One difference is that breast cancer is common among women and rare among men. Women tend to be aware of this disease and its possible warning signs, but many men do not think that they can get it at all. Some men ignore breast lumps or think they are caused by an infection or some other reason, and don’t get medical treatment until the mass has had a chance to grow. Some men are embarrassed when they find a breast lump and worry that someone might question their masculinity. This could also delay diagnosis and reduce a man’s chances for successful treatment (American Cancer Society).
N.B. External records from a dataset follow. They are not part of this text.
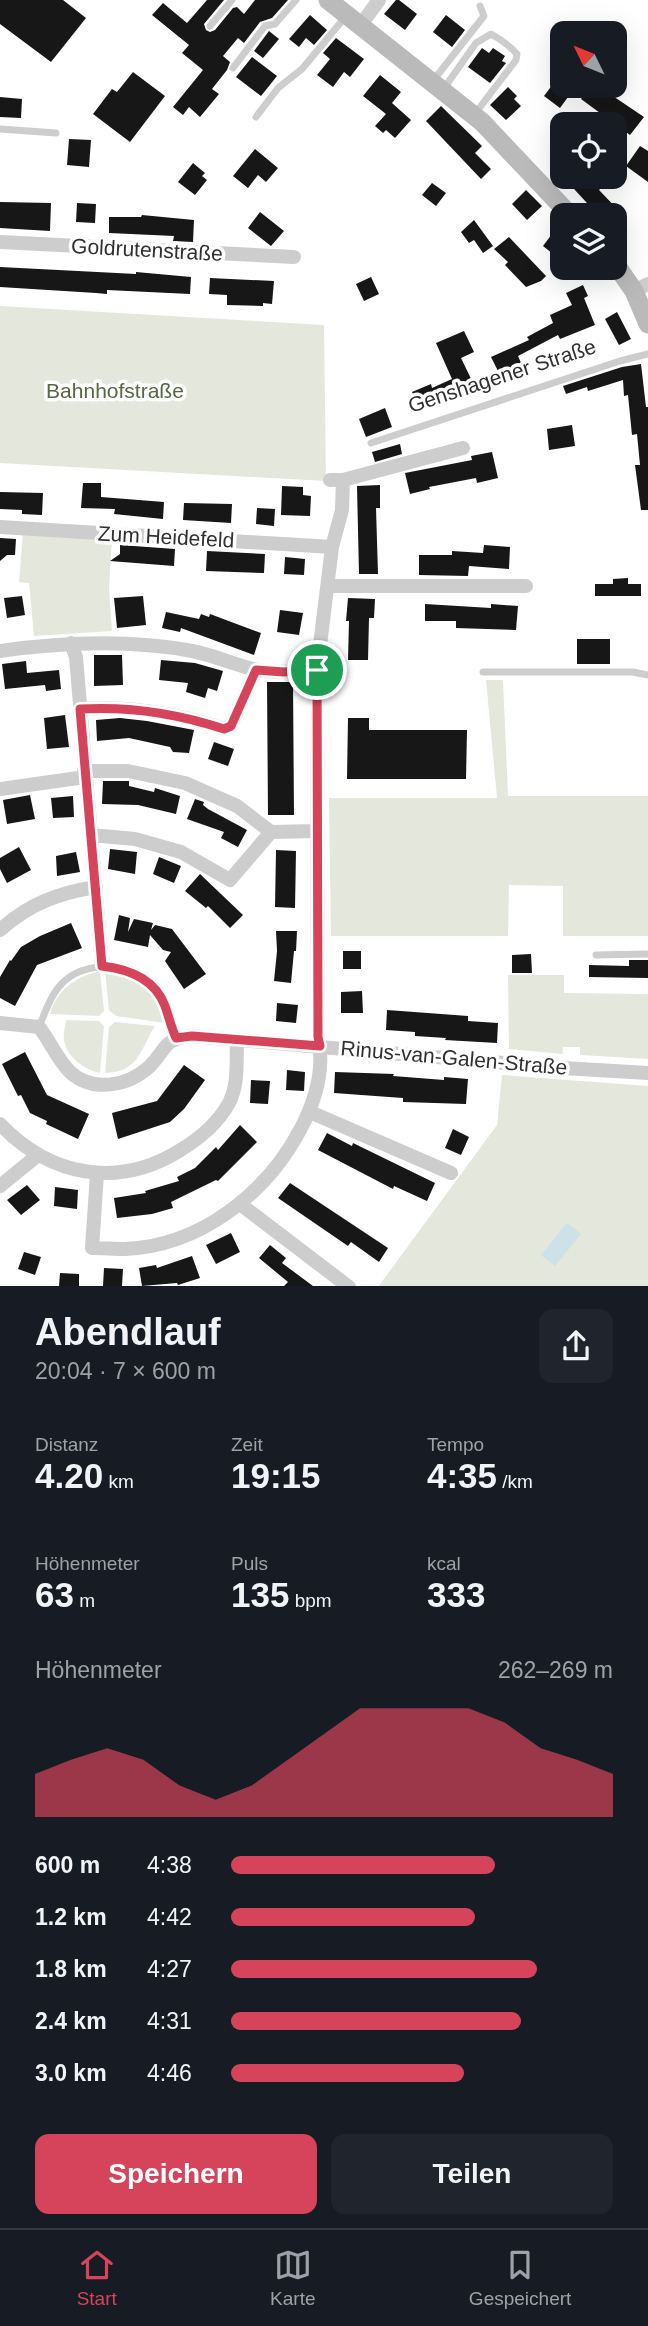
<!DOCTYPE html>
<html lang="de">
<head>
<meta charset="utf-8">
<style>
	body { margin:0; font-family:Helvetica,sans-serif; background:#20242c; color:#f1f3f6; height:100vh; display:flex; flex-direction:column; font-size:26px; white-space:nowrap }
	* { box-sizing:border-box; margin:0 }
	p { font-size:23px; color:#9ea1a6 }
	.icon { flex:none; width:38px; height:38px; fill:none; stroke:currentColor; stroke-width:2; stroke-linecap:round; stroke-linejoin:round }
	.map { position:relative; height:1286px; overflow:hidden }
	.drawer { display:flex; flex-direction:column; background:#171b24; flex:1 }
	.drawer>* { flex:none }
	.needle { width:46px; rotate:313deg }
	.fabs { position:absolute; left:550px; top:21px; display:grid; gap:14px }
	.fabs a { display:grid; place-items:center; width:77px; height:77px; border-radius:14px; background:#171b24; box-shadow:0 7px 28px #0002; font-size:35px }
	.pin { position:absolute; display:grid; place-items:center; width:60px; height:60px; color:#fff; margin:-30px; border:4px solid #fff; border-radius:50%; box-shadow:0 2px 7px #0007 }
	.round { display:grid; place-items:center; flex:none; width:74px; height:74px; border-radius:14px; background:#20242c }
	.headline { display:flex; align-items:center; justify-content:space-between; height:119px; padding:0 35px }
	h1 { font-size:38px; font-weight:600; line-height:52px }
	.stats { display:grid; grid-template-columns:repeat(3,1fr); gap:10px; height:119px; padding:7px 35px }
	.stats div { display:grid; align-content:center }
	.stats b { font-size:35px; font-weight:600 }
	.stats small { font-size:19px; font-weight:400 }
	.stats p { font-size:19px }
	.chart { height:196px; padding:14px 35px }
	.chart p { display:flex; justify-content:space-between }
	.chart svg { width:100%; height:126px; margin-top:7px; fill:#d5445b; opacity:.7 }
	.button { display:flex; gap:14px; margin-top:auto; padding:14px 35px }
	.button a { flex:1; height:80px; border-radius:14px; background:#d5445b; color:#fff; font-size:28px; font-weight:600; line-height:80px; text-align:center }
	.button a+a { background:#20242c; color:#f1f3f6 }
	ul { padding:0 35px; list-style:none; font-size:23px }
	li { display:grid; grid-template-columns:112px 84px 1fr; align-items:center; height:52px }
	li i { height:18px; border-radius:9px; background:#d5445b }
	.dock { display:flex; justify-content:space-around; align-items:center; height:98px; border-top:2px solid #363941; background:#171b24; font-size:19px; color:#9ea1a6 }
	.dock a { display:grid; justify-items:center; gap:4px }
	.dock .selected { color:#d5445b }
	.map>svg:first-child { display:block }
	.green { fill:#e4e8dc }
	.water { fill:#cde1e9 }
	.building { fill:#171717 }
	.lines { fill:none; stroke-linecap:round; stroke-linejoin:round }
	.lane { stroke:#cdcdcd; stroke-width:7 }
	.street { stroke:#cdcdcd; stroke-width:14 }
	.secondary { stroke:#bababa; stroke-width:19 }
	.route-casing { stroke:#fff; stroke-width:14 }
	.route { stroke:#d5445b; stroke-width:9 }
	.labels { text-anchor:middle; stroke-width:7; stroke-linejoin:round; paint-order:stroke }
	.street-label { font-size:21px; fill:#303030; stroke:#fff }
	.park-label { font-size:21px; fill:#566841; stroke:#fff }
</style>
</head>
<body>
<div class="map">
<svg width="648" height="1287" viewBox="0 0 648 1287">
	<rect width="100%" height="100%" fill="#fff"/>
	<!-- green -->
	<path class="green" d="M0 306 324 325 326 481 0 463Z
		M23 533 112 539 109 588 112 631 34 636 29 583 19 582Z
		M486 680H503L508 796H648V936H563V886L509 885 508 936H331L329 798H497Z
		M100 971 104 1011 99 1016 50 1014C57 989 76 977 100 971Z
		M105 971C137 975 157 992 165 1023L116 1016 109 1010Z
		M508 975H564V993L648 994V1059L580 1055V1047H563V1054L509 1049Z
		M66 1020 99 1021 104 1026 100 1073C86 1070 69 1059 65 1044 62 1037 65 1028 66 1020Z
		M115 1022 155 1026C140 1049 140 1072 105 1073L109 1027Z
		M502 1075 648 1086V1286L378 1287 497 1125Z"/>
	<!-- water -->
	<path class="water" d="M567 1223 581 1234 555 1266 541 1255Z"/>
	<!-- building -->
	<path class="building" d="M0 0H63L86 18 51 62 0 24Z
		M207 0H224L204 24 206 30 210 32 215 30 233 8 237 7 244 14 255 0H288L272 18 260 22 244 43 238 38 223 56 230 62 227 70 212 89 219 94 200 117 189 107 183 115 173 107 203 70 182 53 189 45 152 15 163 3 187 23Z
		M396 0H399L417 14 405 30 384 14Z
		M310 15 327 30 314 45 306 38 299 47 289 39Z
		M446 15 465 30 452 47 433 32Z
		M269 31 279 39 263 58 254 51Z
		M336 38 364 59 350 77 344 72 333 87 317 75 330 59 323 53Z
		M482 48 489 53 493 48 505 56 502 61 506 63 490 83 468 67Z
		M252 57 277 76 261 96 236 77Z
		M133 72 165 96 130 142 93 114 112 89 117 92Z
		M562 72V86H576L560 108 544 96Z
		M380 75 401 92 392 103 411 120 395 138 386 130 383 133 375 126 386 114 363 96Z
		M591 86H598L644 117 630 135 581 99Z
		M508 87 517 96 514 99 521 106 506 120 490 105Z
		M0 97 22 99 21 118 0 117Z
		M441 106 482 146 475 153 491 169 481 179 426 121Z
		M69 139 91 140 89 167 67 165Z
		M640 146 648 151V182L626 166Z
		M255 149 278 168 266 182 258 175 248 188 233 176Z
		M193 163 205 173 202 176 207 180 195 195 178 182Z
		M563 177H596L604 185 599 190 623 215H598Z
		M432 183 446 193 436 206 422 195Z
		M526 190 542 206 527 220 512 204Z
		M0 202 51 203 50 231 0 228Z
		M77 203 96 204 95 223 76 222Z
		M260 212 284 231 271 246 248 228Z
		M142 215 194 220 193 242 173 241 174 236 109 233V217H141Z
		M474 220 493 246 483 253 474 240 469 243 461 232Z
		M555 230 562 236V261L543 246Z
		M509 237 546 276 541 281 526 287 505 265 508 262 494 249Z
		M0 267 136 274V272L191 277 190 294 107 290V294L96 293 0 287Z
		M371 277 379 294 364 301 356 284Z
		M210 278 274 281 272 304 263 303V306L227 305V295L209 294Z
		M583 285 588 296 584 298 595 325 560 339 558 335 518 356 522 365 500 375 491 357 529 340 527 337 553 323 550 315 572 305 566 293Z
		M617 312 631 339 619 345 605 319Z
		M464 331 474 352 461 358 476 389 457 398 455 393 419 408 412 392 431 384 432 388 452 379 436 343Z
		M641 364 646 407H648V510H641L635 465H640L637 434 632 435 628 395 624 396 623 380 588 391 587 387 566 394 563 386 622 367Z
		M385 408 392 427 366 437 359 419Z
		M572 425 575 446 549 450 547 429Z
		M400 444 402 454 375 462 372 452Z
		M492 452 498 478 477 483 476 478 429 487 430 489 410 494 405 473 472 460 471 456Z
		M83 483H101V497L164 502 163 519 114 514 115 509 81 508Z
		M380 485V508H376L378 574H359L357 486Z
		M282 486 303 487V495L311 496 310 516 281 515Z
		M0 492 43 493 42 515 22 514V510L0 509Z
		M184 503 232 504 231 523 183 520Z
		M257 508 275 509 274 526 256 524Z
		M0 538 16 539 15 555H7L0 561Z
		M120 545 175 549 174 566 110 561 120 554Z
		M484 545 510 547 509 569 469 566 468 576 419 575V555H452V551L483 553Z
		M207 551 265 554 264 573 206 571Z
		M285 557 305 559 304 575 284 574Z
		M628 578V584H641V596H595V584H613V579Z
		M22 596 25 615 7 618 4 598Z
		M143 596 146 625 117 628 114 598Z
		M348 598 375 599 374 618H369L368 660H348L349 621H346Z
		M425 604 491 608V604L518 606 516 630 456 628V621H425Z
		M280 610 303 613 299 635 277 632Z
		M166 612 199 619 201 614 209 617 210 614 261 633 254 655 181 628 180 632 162 628Z
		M577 639H610V664H577Z
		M94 655H122L123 685 94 686Z
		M161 660 195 663 223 671 217 691 208 688 205 698 186 692 188 683 159 680Z
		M26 661 27 673 59 670 61 689 46 691 45 685 5 689 2 664Z
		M267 682H293L294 815H268Z
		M65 715 69 747 47 749 44 718Z
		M120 718 147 721 194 730 189 753 173 752 170 747 129 738 97 741 96 720Z
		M348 718H369V730H467L466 779H347Z
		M214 742 234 749 228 766 208 759Z
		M103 781H129V786L154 792 155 788 180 796 176 814 138 805 102 804Z
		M30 795 35 819 7 824 3 800Z
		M73 796 74 817 53 818 51 798Z
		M195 799 204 802 203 805 208 809 247 830 238 847 221 838 224 832 187 819Z
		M19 847 31 870 7 883 0 869V858Z
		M110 849 137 852 135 874 108 869Z
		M276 850 296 851 295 908 275 907Z
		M76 852 80 872 57 876 56 856Z
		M159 857 181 866 174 883 153 874Z
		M200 874 243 915 230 928 208 906 206 908 185 891Z
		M119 915 130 918 128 932 134 919 153 923 151 930 155 925 172 929 206 974 184 989 165 961 171 952 163 950 150 935 148 947 114 940Z
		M71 923 82 948 37 965 15 1006 0 998V977L10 960 11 961 21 947 40 936Z
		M276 931H297L296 951H294L291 983 274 981 277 951Z
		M343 951H361V969H343Z
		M531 954 532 973H512V955Z
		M629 960H648V978L589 977V965L629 966Z
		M362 991 363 1013H341V992Z
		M277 1003 298 1005 296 1023 276 1021Z
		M387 1010 468 1016V1021L498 1023 497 1043 445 1040 446 1038 415 1036V1032L386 1030Z
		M25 1052 47 1095 89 1114 78 1139 46 1124 47 1121 30 1113 21 1095 18 1096 2 1064Z
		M184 1065 205 1080 184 1109 170 1122 118 1139 112 1113 157 1101Z
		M287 1070 305 1072 304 1091 286 1090Z
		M335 1072 394 1074 393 1076 444 1080V1077L468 1079 466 1104 403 1102V1098L334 1093Z
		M251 1080 270 1081 268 1104 250 1103Z
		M240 1125 257 1142 218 1181 216 1180 171 1202 173 1208 152 1214 117 1218 114 1198 146 1193 145 1191 179 1181 177 1177 195 1168 216 1147 218 1150Z
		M453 1129 469 1137 461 1155 445 1148Z
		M327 1133 352 1146 353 1143 435 1183 427 1201 394 1186 393 1189 318 1150Z
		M290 1183 388 1248 379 1262 351 1242 348 1246 278 1198Z
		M27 1185 40 1200 21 1215 7 1200Z
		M55 1187 78 1190 77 1209 54 1206Z
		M231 1233 240 1252 216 1264 206 1245Z
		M270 1245 286 1258 282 1263 313 1286H284L288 1282 259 1258Z
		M24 1252 41 1257 35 1275 18 1269Z
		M192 1256 200 1278 178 1285 177 1283 142 1286 139 1268 156 1265 157 1268Z
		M104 1268 123 1269 122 1286H103Z
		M60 1273 79 1274V1286H59Z"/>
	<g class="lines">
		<!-- lane -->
		<path class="lane" d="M210 26 232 0
			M233 68 265 26 275 24 296 0
			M432 82 484 16 480 6
			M442 91 476 43 491 34C500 39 510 46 517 54L516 60 474 115
			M256 117 278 88 302 69 346 16
			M0 129 56 133
			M371 443 620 361 648 354
			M483 672H633L648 675
			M596 955 648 954
			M39 1027C45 1013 49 999 58 988 83 956 135 963 158 993 168 1006 169 1023 176 1038"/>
		<!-- street -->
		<path class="street" d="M360 26 379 0
			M0 242 294 257
			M634 291 648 284
			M330 480H343L463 448
			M0 527 332 547
			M328 586H526
			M71 643 76 657 102 966
			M0 651C64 642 128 639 192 651 213 655 233 664 253 669 274 674 296 671 317 670
			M81 709C131 706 176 713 224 729L231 726 256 670
			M84 771H128L185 783 237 806 271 832 317 831
			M0 789 85 777
			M91 835 135 839 181 852 230 880 271 832
			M0 930C29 904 58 893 96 887
			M0 1023 39 1027C50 1041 57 1059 70 1072 93 1093 129 1086 150 1066 168 1047 163 1039 192 1036L563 1068 648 1073
			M310 1112 451 1173
			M0 1124C50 1176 117 1189 179 1151 199 1139 218 1123 229 1103 239 1084 236 1060 237 1040
			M97 1174 92 1248C103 1248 114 1249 125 1249 200 1246 266 1194 300 1130 315 1102 325 1069 318 1037L317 670 332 547 342 510 343 480
			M0 1186 38 1155
			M240 1204 349 1287"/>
		<!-- secondary -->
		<path class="secondary" d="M328 0 482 122 570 215
			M614 262 634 291 648 324"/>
	</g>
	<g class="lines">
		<defs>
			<path id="route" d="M256 670 284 672 317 670 318 1037 320 1046 192 1036 176 1038C171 1027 169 1017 165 1006 155 979 129 969 102 966L80 709C131 706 176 713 224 729L231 726Z"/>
		</defs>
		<!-- route casing -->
		<use href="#route" class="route-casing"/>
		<!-- route -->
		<use href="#route" class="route"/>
	</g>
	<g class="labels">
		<!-- street labels -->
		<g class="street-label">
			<text transform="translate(147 250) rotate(3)" y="7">Goldrutenstraße</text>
			<text transform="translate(502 376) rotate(-18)" y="7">Genshagener Straße</text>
			<text transform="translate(166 537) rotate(3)" y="7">Zum Heidefeld</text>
			<text transform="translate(454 1058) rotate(5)" y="7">Rinus-van-Galen-Straße</text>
		</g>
		<!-- park labels -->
		<g class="park-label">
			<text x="115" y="398">Bahnhofstraße</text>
		</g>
	</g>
</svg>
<div class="fabs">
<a><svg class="needle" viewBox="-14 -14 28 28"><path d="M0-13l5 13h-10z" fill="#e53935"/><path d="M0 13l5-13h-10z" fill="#9ea1a6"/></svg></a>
<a><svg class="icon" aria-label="locate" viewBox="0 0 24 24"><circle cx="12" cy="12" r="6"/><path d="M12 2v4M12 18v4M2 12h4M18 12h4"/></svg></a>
<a><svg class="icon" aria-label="layers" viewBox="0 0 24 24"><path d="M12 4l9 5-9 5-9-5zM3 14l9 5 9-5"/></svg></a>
</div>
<div class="pin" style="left:317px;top:670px;background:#1e9e55"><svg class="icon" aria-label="arrive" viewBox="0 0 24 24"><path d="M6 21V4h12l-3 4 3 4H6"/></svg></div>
</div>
<section class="drawer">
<div class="headline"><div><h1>Abendlauf</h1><p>20:04 · 7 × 600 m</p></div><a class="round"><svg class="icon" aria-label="share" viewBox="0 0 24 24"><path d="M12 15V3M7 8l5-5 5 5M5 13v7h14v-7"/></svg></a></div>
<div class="stats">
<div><p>Distanz</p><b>4.20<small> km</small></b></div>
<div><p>Zeit</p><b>19:15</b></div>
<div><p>Tempo</p><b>4:35<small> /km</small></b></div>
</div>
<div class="stats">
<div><p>Höhenmeter</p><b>63<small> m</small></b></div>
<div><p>Puls</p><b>135<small> bpm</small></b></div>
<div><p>kcal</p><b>333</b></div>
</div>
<div class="chart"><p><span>Höhenmeter</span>262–269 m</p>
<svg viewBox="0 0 160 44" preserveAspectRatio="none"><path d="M0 44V29L10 24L20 20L30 24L40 33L50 38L60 33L70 24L80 15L90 6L100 6L110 6L120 6L130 11L140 20L150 24L160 29V44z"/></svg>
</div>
<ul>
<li><b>600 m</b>4:38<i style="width:69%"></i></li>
<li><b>1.2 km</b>4:42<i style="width:64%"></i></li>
<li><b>1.8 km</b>4:27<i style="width:80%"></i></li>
<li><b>2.4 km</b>4:31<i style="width:76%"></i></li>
<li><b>3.0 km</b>4:46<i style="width:61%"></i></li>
</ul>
<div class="button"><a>Speichern</a><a>Teilen</a></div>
</section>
<nav class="dock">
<a class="selected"><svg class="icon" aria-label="home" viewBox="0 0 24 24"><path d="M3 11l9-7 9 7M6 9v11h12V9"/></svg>Start</a>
<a><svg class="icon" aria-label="map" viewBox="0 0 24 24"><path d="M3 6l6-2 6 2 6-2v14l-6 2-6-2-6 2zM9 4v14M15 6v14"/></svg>Karte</a>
<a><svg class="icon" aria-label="saved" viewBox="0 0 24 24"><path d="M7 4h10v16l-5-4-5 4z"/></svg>Gespeichert</a>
</nav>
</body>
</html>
Testicular cancer can be cured, even if it is widespread; the cycling champion Lance Armstrong is the poster boy for modern chemotherapy. Still, treatment is much easier if the disease is detected early. An imaging procedure, testicular ultrasound, is an excellent way to spot the disease, but it’s not necessary unless there is a specific reason to worry about it. Doctors should screen young men by performing a testicular exam at each check-up. And men between the ages of 15 and 35 should screen themselves on a regular basis, as follows: establish a regular time for the exam: The first day of each month may be convenient. The exam is easiest after a warm shower or bath, when the muscles in the scrotum are relaxed. It’s an easy procedure: Simply roll the testicle gently between the thumb and first two fingers (see figure below). Examine one testicle at a time, using both hands. Normal testicles are smooth and slightly spongy, the person is checking for an abnormally firm texture, a pea-sized lump, or an increase in size. Learn to recognise the normal, cordlike, tubular epididymis at the rear of each testicle so you won’t confuse it with an abnormal mass. Tell the doctor if unusual firmness is noticed, a firm nodule, or unexpected tenderness of the testicle. If the doctors’ exam agrees with the person, the next step will be a testicular ultrasound — a safe and accurate test that will determine whether a person needs a biopsy.